No fraud charges have been made against any producer, she says. ‘I think people have a hard time distinguishing between [tax] adjustments resulting from our verifications, and fraud.’

The overall percentage variance between the tax credit claims made by producers and Revenue Quebec’s revised assessments at this point is unknown to both the apftq producers association and the tax-credit certification managers at sodec.
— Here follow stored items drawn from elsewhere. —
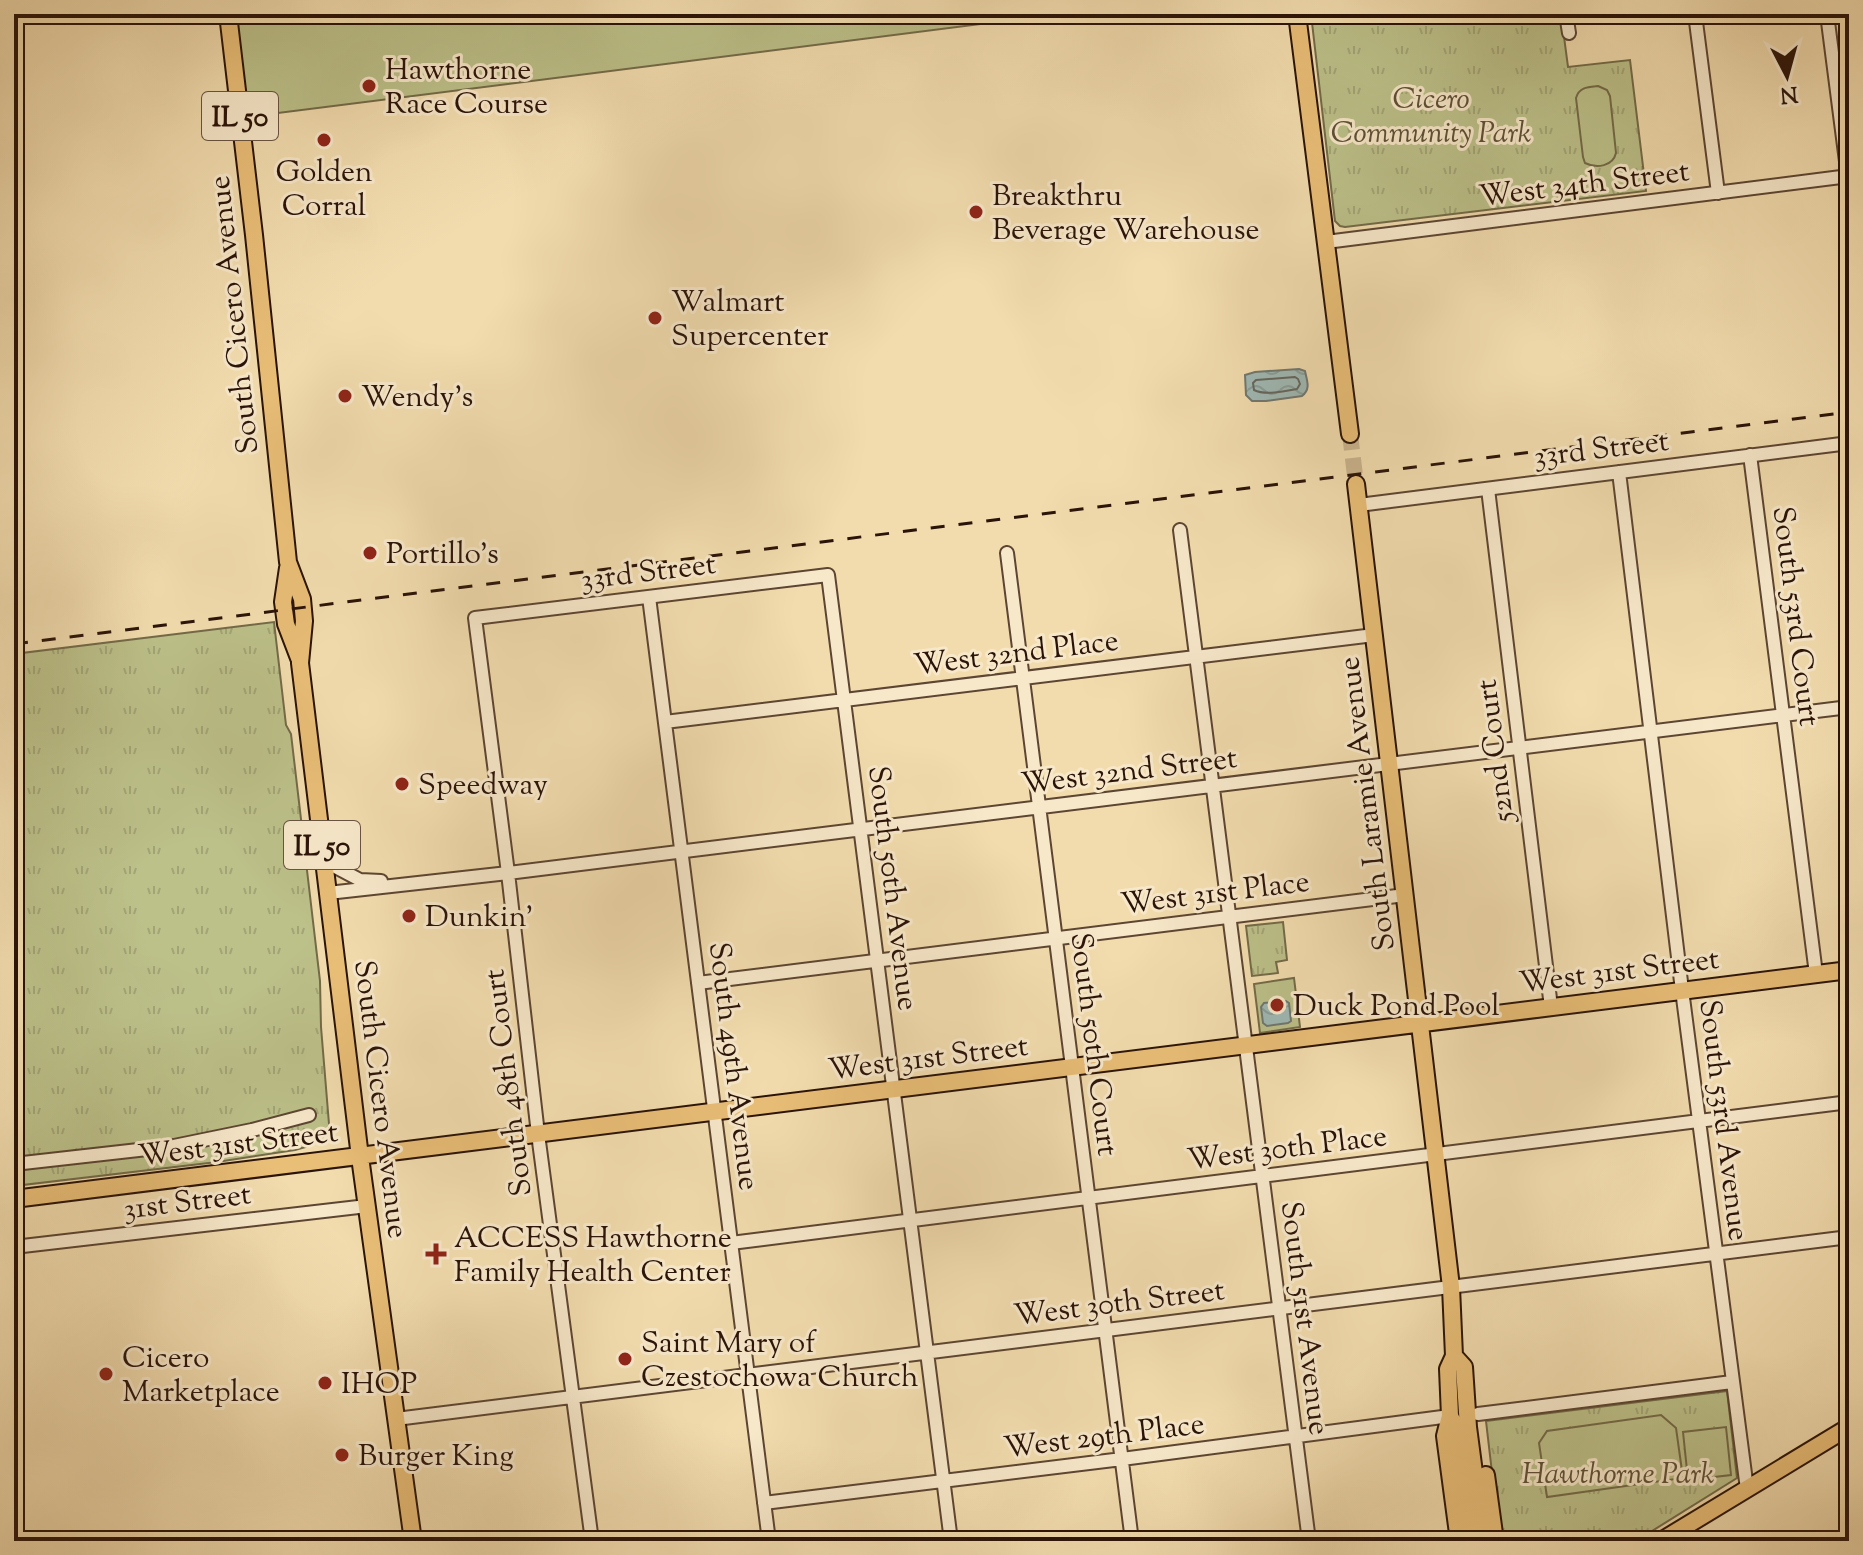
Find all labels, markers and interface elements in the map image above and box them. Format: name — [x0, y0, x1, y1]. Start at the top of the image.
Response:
north arrow — [1747, 36, 1827, 116]
place label: Hawthorne Race Course — [385, 50, 548, 127]
text: N — [1778, 76, 1799, 110]
marker: Hawthorne Race Course — [360, 77, 378, 95]
park label: Cicero Community Park — [1331, 79, 1531, 156]
road number: IL 50 — [202, 92, 278, 140]
marker: Golden Corral — [315, 131, 333, 149]
street label: West 34th Street — [1477, 151, 1692, 220]
place label: Golden Corral — [275, 152, 373, 229]
street label: South Cicero Avenue — [199, 173, 271, 456]
place label: Breakthru Beverage Warehouse — [992, 176, 1260, 253]
marker: Breakthru Beverage Warehouse — [967, 203, 985, 221]
place label: Walmart Supercenter — [671, 282, 829, 359]
marker: Walmart Supercenter — [646, 309, 664, 327]
place label: Wendy's — [361, 377, 473, 420]
marker: Wendy's — [336, 387, 354, 405]
street label: 33rd Street — [1531, 421, 1671, 480]
street label: South 53rd Court — [1760, 504, 1829, 729]
place label: Portillo's — [386, 534, 499, 577]
marker: Portillo's — [361, 544, 379, 562]
street label: 33rd Street — [578, 544, 718, 603]
street label: West 32nd Place — [911, 621, 1121, 688]
street label: South Laramie Avenue — [1329, 654, 1408, 953]
street label: 52nd Court — [1466, 677, 1527, 827]
street label: West 32nd Street — [1019, 738, 1240, 807]
street label: South 50th Avenue — [855, 763, 928, 1013]
place label: Speedway — [418, 765, 548, 808]
marker: Speedway — [393, 775, 411, 793]
road number: IL 50 — [284, 821, 360, 869]
street label: West 31st Place — [1118, 862, 1312, 927]
place label: Dunkin' — [425, 897, 533, 940]
marker: Dunkin' — [400, 907, 418, 925]
street label: South 50th Court — [1057, 930, 1128, 1158]
street label: West 31st Street — [1517, 939, 1722, 1006]
street label: South 49th Avenue — [696, 940, 769, 1193]
street label: South Cicero Avenue — [341, 958, 418, 1241]
street label: South 48th Court — [474, 967, 545, 1199]
place label: Duck Pond Pool — [1293, 986, 1500, 1029]
marker: Duck Pond Pool — [1268, 996, 1286, 1014]
street label: South 53rd Avenue — [1686, 997, 1759, 1243]
street label: West 31st Street — [826, 1026, 1031, 1093]
street label: West 31st Street — [136, 1112, 341, 1179]
street label: West 30th Place — [1185, 1116, 1390, 1183]
street label: 31st Street — [121, 1174, 254, 1233]
street label: South 51st Avenue — [1268, 1199, 1339, 1438]
place label: ACCESS Hawthorne Family Health Center — [454, 1218, 732, 1295]
marker: ACCESS Hawthorne Family Health Center — [425, 1243, 447, 1265]
street label: West 30th Street — [1011, 1270, 1227, 1339]
place label: Saint Mary of Czestochowa Church — [641, 1323, 919, 1400]
place label: Cicero Marketplace — [122, 1338, 280, 1415]
marker: Saint Mary of Czestochowa Church — [616, 1350, 634, 1368]
place label: IHOP — [341, 1364, 417, 1407]
marker: Cicero Marketplace — [97, 1365, 115, 1383]
marker: IHOP — [316, 1374, 334, 1392]
street label: West 29th Place — [1002, 1404, 1207, 1471]
place label: Burger King — [358, 1436, 514, 1479]
marker: Burger King — [333, 1446, 351, 1464]
park label: Hawthorne Park — [1522, 1454, 1714, 1497]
The Post’s story reflected no such restraints, declaring, ‘tv and film companies to be ordered to repay millions of dollars in tax credits.’

Seen here as yet another cheap-shot story in a Toronto paper, several industry observers in Montreal told Playback the real agenda behind stories like the one in The Post is to skew fierce jurisdictional competition, namely, to promote one Canadian jurisdiction, Ontario, over another, Montreal, for the purposes of winning production financing and off-shore production, in general.

‘Gross defamation’

The apftq has denounced the story as ‘gross defamation,’ adding that significant interpretative differences between the Quebec ministries of Revenue and Finance have been resurfacing since 1995.

The major ‘interpretative’ issues currently under negotiation relate to producer fees and administrative costs, particularly the latter, says Stephane Cardin, director-general, tax credits with sodec.

Producer fees and administration overhead can each represent up to 10% of a project’s production and post-production schedules (commonly referred to as the B and C schedules of the budget).

But the issue remains controversial despite modifications to the law in June of ’98. ‘The problems lie in what Revenue considers should be included in that maximum,’ says Cardin.

A case in point: Revenue currently deems the position of production accountants as part of the general overhead expenses, and not a direct cost related to a production, as has been the case, historically, in tax credit documents available from sodec and standard production budget documents from Telefilm Canada.

‘That’s just one example of the kind of question we’re dealing with, and what the context is right now,’ says Cardin.

The interpretative haggling goes beyond producers and the tax department, extending to officials in various Quebec government departments, including Revenue and Finance.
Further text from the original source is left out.